Input data:
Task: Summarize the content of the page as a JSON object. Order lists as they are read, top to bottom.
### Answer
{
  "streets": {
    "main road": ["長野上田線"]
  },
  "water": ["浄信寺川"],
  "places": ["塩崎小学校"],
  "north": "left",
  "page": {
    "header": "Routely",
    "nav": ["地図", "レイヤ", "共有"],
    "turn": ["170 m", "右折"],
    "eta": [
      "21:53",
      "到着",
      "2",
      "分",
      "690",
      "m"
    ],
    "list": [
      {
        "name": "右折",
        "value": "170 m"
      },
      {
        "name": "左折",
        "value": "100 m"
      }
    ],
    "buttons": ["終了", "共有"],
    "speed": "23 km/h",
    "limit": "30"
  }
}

The task:
Transcribe each entry. Leave nothing out.

Result below:
Task: Summarize the content of the page as a JSON object. Order lists as they are read, top to bottom.
### Answer
{
  "streets": {
    "main road": ["長野上田線"]
  },
  "water": ["浄信寺川"],
  "places": ["塩崎小学校"],
  "north": "left",
  "page": {
    "header": "Routely",
    "nav": ["地図", "レイヤ", "共有"],
    "turn": ["170 m", "右折"],
    "eta": [
      "21:53",
      "到着",
      "2",
      "分",
      "690",
      "m"
    ],
    "list": [
      {
        "name": "右折",
        "value": "170 m"
      },
      {
        "name": "左折",
        "value": "100 m"
      }
    ],
    "buttons": ["終了", "共有"],
    "speed": "23 km/h",
    "limit": "30"
  }
}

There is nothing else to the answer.